--- What to do ---
From the entries below, transcribe exactly the lines between the line holding "M251 85 284 129 241 161 209 117Z" and the line holding "M155 781 167 811 147 819 136 789Z", inclusive; skip all other lines.
= Beginning of Section =
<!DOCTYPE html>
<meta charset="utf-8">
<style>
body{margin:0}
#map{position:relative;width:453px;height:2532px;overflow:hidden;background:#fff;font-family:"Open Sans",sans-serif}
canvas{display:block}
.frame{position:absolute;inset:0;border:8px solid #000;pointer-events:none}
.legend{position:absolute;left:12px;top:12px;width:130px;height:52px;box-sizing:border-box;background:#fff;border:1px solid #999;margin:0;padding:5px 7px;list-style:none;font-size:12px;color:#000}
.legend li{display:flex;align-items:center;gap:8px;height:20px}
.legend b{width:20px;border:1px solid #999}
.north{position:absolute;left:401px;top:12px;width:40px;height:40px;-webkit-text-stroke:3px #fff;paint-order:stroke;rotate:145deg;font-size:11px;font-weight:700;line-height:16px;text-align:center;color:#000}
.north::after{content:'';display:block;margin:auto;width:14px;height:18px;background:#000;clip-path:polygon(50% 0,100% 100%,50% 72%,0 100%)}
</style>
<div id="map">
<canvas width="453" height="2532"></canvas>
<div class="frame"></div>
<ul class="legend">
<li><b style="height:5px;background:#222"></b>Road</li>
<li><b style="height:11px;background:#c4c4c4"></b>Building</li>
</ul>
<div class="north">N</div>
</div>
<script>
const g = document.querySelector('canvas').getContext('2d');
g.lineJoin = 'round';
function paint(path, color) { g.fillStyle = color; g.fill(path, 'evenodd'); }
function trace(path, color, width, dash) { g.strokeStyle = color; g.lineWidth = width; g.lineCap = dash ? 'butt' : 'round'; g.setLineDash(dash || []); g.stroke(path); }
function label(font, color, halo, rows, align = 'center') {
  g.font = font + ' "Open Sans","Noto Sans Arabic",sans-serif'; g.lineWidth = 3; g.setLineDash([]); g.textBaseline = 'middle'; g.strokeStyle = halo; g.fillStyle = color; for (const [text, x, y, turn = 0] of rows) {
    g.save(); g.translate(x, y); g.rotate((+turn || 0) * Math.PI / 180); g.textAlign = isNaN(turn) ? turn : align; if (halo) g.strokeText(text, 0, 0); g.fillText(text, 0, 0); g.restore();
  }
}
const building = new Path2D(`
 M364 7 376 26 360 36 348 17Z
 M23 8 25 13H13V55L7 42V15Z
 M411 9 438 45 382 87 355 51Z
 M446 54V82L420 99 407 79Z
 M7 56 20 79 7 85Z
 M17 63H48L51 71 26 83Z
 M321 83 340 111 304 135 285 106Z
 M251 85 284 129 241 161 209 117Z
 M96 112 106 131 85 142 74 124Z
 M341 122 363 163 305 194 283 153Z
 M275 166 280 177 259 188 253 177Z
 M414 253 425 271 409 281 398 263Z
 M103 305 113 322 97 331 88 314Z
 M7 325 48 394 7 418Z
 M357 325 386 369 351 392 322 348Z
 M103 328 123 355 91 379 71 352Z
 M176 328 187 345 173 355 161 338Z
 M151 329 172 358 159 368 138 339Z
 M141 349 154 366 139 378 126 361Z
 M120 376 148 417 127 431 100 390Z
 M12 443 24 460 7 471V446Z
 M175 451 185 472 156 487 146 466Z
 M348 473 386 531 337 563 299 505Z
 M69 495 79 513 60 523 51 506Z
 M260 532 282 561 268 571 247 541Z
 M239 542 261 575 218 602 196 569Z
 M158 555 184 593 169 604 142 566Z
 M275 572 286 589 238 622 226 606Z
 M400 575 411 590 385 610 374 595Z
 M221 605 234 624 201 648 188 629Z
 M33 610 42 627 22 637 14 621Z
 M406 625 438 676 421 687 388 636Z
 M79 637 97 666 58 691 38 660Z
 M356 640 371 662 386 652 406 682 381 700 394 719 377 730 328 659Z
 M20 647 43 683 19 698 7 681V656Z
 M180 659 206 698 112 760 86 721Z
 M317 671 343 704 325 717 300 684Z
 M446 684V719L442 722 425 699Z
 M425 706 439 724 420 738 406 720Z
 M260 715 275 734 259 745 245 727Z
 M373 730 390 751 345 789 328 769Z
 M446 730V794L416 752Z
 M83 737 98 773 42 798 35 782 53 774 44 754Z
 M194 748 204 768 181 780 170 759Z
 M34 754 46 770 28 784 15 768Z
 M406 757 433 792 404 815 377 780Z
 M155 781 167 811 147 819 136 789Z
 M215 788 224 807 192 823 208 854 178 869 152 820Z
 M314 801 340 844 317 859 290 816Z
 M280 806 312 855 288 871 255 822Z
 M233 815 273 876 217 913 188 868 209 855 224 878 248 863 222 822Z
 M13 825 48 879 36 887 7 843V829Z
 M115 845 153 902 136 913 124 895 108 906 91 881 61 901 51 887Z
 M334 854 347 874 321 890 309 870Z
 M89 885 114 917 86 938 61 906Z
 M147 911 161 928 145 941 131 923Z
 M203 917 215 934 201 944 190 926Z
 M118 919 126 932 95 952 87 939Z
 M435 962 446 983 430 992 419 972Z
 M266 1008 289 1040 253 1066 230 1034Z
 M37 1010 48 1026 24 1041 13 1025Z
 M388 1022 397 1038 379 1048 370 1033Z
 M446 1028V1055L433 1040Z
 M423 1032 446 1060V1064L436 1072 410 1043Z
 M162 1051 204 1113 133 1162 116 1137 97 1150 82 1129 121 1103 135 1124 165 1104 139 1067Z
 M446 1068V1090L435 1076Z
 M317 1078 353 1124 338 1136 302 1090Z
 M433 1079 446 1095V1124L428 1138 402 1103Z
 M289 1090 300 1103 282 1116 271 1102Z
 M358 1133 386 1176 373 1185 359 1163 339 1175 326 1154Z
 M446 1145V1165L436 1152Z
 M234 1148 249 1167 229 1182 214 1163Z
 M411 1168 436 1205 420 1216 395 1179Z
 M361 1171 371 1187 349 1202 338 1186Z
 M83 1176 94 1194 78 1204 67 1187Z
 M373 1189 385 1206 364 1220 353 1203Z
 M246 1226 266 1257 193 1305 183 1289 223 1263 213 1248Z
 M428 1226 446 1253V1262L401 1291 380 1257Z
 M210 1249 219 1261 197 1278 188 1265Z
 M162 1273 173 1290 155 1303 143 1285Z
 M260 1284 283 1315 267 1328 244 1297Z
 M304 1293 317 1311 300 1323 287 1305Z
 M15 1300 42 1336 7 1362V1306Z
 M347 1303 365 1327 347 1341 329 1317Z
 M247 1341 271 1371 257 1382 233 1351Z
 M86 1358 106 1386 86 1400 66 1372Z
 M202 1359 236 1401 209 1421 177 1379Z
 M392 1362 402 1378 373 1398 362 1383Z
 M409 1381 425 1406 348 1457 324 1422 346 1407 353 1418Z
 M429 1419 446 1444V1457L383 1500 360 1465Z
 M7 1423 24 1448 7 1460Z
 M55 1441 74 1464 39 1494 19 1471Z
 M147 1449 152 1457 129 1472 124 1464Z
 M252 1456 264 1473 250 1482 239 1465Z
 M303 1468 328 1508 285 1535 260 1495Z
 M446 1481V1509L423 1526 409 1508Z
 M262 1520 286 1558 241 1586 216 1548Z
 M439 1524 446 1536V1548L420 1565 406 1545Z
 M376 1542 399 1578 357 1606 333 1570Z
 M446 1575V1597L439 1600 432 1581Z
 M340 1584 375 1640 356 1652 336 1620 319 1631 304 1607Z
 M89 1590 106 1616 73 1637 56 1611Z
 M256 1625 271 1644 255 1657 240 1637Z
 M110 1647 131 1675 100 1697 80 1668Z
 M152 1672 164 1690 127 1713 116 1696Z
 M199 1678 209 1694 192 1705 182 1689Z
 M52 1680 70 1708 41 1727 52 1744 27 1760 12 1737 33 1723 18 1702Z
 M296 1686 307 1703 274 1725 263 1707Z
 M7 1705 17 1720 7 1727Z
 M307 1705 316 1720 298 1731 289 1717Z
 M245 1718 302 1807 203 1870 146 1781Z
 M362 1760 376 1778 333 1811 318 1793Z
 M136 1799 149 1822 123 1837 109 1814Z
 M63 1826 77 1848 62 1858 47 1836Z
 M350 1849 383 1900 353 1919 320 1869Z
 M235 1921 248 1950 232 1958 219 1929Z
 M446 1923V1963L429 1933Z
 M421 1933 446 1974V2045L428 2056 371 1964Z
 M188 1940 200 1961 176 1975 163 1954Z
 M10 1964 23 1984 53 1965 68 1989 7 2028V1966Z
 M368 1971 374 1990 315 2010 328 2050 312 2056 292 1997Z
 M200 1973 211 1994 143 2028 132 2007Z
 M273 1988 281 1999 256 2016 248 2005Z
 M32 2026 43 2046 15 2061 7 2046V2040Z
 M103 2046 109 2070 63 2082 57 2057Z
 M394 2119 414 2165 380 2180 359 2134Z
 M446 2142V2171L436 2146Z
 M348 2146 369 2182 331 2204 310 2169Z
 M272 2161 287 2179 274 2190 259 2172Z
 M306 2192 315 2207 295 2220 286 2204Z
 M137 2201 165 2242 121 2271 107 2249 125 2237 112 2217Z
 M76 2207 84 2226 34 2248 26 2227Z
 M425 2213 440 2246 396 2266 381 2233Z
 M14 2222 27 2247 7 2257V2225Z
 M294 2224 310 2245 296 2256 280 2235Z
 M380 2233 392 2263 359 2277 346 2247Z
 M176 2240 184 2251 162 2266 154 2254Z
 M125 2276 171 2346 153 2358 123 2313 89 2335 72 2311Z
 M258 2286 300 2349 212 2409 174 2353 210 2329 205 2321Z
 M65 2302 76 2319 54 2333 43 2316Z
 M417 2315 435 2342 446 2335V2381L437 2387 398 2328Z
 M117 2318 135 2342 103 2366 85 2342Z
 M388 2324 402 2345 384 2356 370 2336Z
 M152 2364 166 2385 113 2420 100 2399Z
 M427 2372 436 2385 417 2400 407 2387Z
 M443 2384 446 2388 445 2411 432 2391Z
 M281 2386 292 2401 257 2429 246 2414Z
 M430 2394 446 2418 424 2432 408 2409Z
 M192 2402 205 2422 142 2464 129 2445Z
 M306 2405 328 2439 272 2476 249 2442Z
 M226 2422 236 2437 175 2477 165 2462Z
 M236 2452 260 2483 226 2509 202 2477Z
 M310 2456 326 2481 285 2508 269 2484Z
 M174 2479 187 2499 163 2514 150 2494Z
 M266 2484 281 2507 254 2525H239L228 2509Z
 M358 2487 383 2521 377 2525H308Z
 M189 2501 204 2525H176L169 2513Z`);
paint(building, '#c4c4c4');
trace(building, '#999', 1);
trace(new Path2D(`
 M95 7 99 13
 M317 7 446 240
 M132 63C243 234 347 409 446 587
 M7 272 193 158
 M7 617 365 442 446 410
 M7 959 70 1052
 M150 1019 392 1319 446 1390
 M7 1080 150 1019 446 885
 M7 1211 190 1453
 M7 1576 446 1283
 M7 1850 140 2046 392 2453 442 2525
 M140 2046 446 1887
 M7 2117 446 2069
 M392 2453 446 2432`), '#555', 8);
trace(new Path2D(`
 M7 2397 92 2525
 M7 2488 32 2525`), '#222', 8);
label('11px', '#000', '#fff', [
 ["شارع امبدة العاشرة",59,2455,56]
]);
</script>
= End of Section =
--- The completed task ---
 M251 85 284 129 241 161 209 117Z
 M96 112 106 131 85 142 74 124Z
 M341 122 363 163 305 194 283 153Z
 M275 166 280 177 259 188 253 177Z
 M414 253 425 271 409 281 398 263Z
 M103 305 113 322 97 331 88 314Z
 M7 325 48 394 7 418Z
 M357 325 386 369 351 392 322 348Z
 M103 328 123 355 91 379 71 352Z
 M176 328 187 345 173 355 161 338Z
 M151 329 172 358 159 368 138 339Z
 M141 349 154 366 139 378 126 361Z
 M120 376 148 417 127 431 100 390Z
 M12 443 24 460 7 471V446Z
 M175 451 185 472 156 487 146 466Z
 M348 473 386 531 337 563 299 505Z
 M69 495 79 513 60 523 51 506Z
 M260 532 282 561 268 571 247 541Z
 M239 542 261 575 218 602 196 569Z
 M158 555 184 593 169 604 142 566Z
 M275 572 286 589 238 622 226 606Z
 M400 575 411 590 385 610 374 595Z
 M221 605 234 624 201 648 188 629Z
 M33 610 42 627 22 637 14 621Z
 M406 625 438 676 421 687 388 636Z
 M79 637 97 666 58 691 38 660Z
 M356 640 371 662 386 652 406 682 381 700 394 719 377 730 328 659Z
 M20 647 43 683 19 698 7 681V656Z
 M180 659 206 698 112 760 86 721Z
 M317 671 343 704 325 717 300 684Z
 M446 684V719L442 722 425 699Z
 M425 706 439 724 420 738 406 720Z
 M260 715 275 734 259 745 245 727Z
 M373 730 390 751 345 789 328 769Z
 M446 730V794L416 752Z
 M83 737 98 773 42 798 35 782 53 774 44 754Z
 M194 748 204 768 181 780 170 759Z
 M34 754 46 770 28 784 15 768Z
 M406 757 433 792 404 815 377 780Z
 M155 781 167 811 147 819 136 789Z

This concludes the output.